Tuhan Tidak Pernah Terlambat

MAZMUR 56:1-5
Waktu aku takut, aku ini percaya kepada-Mu; kepada Allah, yang firman-Nya kupuji, kepada Allah aku percaya, aku tidak takut. Apakah yang dapat dilakukan manusia terhadap aku?  

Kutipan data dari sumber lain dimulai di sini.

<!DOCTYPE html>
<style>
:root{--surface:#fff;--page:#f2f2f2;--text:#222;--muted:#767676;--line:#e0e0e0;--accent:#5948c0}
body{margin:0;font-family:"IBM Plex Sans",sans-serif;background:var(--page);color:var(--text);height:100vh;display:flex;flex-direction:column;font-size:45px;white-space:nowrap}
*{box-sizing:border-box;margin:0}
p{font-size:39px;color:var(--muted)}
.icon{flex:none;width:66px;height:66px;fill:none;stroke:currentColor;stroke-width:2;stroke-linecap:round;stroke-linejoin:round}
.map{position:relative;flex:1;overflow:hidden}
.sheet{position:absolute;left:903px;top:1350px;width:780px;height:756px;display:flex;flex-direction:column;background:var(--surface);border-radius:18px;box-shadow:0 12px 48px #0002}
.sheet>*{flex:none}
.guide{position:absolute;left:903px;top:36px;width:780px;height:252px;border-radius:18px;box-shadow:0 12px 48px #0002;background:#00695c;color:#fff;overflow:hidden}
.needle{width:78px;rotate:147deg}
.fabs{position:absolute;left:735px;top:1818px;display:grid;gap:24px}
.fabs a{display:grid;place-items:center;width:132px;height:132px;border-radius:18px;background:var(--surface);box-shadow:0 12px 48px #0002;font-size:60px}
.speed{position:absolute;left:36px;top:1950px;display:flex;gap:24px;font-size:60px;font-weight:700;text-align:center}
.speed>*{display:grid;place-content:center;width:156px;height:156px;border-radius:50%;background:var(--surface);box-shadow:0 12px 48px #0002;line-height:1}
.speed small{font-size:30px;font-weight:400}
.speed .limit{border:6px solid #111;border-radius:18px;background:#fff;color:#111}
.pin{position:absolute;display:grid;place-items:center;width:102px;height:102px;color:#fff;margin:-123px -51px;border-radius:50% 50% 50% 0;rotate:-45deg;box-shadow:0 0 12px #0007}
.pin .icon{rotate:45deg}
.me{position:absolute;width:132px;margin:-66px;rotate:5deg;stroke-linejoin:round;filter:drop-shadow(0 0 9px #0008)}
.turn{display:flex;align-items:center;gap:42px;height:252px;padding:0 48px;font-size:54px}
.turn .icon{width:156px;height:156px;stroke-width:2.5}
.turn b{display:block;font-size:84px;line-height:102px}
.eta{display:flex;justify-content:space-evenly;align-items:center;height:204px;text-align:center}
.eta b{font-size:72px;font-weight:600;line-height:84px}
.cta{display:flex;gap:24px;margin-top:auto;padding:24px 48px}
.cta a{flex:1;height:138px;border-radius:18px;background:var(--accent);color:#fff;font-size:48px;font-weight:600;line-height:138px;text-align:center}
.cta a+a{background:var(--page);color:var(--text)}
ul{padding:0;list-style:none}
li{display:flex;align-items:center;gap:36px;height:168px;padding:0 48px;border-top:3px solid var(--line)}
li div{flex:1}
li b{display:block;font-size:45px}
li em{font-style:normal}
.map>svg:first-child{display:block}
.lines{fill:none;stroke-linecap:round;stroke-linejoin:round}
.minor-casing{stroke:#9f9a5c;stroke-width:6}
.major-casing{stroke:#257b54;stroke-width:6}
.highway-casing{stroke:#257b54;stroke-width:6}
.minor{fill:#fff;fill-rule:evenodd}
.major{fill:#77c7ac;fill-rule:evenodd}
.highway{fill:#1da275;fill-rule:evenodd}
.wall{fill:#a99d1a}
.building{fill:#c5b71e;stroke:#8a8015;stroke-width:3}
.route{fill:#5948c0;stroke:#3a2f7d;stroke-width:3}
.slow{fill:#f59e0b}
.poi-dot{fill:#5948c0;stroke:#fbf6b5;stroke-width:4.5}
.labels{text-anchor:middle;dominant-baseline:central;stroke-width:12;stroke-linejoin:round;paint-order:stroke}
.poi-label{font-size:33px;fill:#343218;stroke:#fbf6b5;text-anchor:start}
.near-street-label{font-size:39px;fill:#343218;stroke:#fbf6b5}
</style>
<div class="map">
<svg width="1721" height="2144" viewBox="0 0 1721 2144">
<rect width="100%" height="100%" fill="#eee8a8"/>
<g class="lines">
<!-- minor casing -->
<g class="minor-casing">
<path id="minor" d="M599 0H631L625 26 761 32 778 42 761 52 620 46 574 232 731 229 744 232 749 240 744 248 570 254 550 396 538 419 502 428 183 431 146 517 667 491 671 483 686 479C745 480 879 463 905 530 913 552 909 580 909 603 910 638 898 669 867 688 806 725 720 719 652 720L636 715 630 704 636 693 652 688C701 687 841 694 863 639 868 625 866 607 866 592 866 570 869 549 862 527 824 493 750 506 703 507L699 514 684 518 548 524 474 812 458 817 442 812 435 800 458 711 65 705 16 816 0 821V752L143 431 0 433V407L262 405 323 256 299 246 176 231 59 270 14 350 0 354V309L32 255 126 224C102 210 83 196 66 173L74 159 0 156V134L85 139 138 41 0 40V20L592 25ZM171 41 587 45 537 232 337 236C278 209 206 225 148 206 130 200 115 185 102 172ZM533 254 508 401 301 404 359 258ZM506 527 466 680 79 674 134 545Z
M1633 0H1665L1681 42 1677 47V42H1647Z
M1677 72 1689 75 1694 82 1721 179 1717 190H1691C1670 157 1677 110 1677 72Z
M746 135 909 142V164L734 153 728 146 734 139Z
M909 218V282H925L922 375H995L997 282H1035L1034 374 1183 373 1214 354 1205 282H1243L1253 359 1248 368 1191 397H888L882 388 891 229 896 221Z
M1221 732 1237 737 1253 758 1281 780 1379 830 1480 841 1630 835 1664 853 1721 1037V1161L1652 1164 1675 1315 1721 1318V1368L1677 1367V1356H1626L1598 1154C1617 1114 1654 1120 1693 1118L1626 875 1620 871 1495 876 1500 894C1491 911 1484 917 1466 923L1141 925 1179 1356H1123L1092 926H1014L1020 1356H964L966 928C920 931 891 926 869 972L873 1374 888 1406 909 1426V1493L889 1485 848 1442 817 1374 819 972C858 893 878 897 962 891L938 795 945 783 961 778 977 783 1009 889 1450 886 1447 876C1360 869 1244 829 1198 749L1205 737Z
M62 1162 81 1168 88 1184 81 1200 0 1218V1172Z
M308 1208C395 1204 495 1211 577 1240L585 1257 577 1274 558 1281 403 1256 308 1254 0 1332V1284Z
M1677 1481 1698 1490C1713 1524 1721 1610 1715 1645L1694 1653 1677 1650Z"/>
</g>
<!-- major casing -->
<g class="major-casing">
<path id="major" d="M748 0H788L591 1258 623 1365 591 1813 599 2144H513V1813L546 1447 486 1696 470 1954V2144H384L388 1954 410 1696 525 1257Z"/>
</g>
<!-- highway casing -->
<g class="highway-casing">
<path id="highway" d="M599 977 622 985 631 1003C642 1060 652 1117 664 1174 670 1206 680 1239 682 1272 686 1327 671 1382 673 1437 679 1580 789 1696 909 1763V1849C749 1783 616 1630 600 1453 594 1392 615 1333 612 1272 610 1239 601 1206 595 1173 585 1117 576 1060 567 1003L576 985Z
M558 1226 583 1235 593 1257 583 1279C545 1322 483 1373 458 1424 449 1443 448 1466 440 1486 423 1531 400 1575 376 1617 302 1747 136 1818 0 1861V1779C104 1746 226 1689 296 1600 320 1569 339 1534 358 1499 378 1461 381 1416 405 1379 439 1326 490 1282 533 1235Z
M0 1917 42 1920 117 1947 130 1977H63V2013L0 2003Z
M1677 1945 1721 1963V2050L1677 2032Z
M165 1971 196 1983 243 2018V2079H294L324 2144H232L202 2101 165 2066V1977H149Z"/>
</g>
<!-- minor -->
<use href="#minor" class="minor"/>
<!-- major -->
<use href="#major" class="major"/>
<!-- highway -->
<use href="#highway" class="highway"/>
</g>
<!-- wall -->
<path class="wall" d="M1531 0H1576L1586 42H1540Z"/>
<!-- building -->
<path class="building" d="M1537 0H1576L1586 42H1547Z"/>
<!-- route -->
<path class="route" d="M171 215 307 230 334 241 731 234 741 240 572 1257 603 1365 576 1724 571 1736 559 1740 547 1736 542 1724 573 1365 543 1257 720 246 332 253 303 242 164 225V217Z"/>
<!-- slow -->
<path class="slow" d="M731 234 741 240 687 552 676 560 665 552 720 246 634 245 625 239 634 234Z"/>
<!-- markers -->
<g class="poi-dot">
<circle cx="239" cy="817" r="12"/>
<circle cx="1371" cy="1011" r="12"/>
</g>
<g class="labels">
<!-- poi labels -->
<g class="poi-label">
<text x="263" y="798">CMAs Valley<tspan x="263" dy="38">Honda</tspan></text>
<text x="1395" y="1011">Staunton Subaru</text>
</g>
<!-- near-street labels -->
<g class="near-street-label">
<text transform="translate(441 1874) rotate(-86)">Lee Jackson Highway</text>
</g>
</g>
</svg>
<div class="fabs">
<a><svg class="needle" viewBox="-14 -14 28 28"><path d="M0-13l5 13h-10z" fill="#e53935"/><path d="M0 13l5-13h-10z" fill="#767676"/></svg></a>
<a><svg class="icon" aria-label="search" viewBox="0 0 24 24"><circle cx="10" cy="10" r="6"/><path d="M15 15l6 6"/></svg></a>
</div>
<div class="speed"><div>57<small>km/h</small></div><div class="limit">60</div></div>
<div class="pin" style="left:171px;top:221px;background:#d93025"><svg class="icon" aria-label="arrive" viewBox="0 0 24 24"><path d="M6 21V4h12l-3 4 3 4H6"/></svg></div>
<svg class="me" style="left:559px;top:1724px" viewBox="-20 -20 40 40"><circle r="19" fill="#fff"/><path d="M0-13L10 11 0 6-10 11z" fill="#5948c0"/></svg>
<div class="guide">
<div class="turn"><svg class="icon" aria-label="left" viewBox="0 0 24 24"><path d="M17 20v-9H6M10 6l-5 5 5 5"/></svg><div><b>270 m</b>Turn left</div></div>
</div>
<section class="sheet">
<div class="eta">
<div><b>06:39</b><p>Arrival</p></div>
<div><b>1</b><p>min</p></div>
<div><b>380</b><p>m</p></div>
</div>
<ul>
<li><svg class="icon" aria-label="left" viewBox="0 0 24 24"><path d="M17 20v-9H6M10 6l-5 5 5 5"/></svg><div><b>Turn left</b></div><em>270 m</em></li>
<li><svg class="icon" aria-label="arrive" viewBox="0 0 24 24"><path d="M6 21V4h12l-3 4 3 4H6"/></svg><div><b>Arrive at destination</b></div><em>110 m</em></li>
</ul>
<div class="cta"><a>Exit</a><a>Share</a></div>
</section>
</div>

Doa memohon pertolongan. Pada bagian ini pemazmur menyuarakan ratapannya tentang perlakuan para musuh terhadap dirinya. Rencana jahat orang-orang licik membuat pemazmur merasa tertekan, sehingga menimbulkan rasa takut.  Tetapi kepercayaannya kepada Tuhan mengalahkan semua kekuatiran itu.  Mazmur ini adalah suatu refleksi atas pengalaman Daud ketika ia ditangkap oleh orang Filistin (1 Samuel 21:10-15). Waktu itu Daud berada dalam posisi terjepit. Karena setelah lepas dari kejaran Saul, ia ditangkap oleh pegawai –pegawai Akhis, raja kota Gat, musuh orang Israel. Mazmur ini disebut  miktam atau sebuah mazmur emas. Daud menyebut dirinya  merpati di pohon-pohon terbantin yang jauh.    Dia terpaksa jauh mengembara, seperti burung-burung merpati di  lembah-lembah berduka dan bersedih namun diam membisu, tidak menggerutu terhadap Tuhan ataupun mencerca orang-orang yang menyebabkan kesesakannya. “Pertama, dia mengeluh kepada Tuhan  tentang kebencian dan kejahatan musuh-musuhnya, untuk menunjukan apa alasan dia takut kepada mereka, dan kenapa Tuhan harus tampil melawan mereka.   Kasihanilah aku ya Allah (ay 2).  Belas kasihan Tuhan dapat menjadi tujuan  kita melarikan diri  dan belas kasihan-Nya dapat kita andalkan. Ternyata musuh-musuhnya sangat banyak dan mereka merencanakan yang jahat, menginjak-injak ia sepanjang hari (ay 3). Kedua, Daud mendapat keberanian  di dalam Tuhan dan janji-Nya,  waktu ia takut ia percaya kepada TUHAN (ay 4). Pada saat-saat ketakutan dan kesulitan, kita harus memuji Tuhan karena jalan-jalan-Nya yang benar, janji-janji-Nya ya dan amin bagi kita yang percaya kepada-NYA.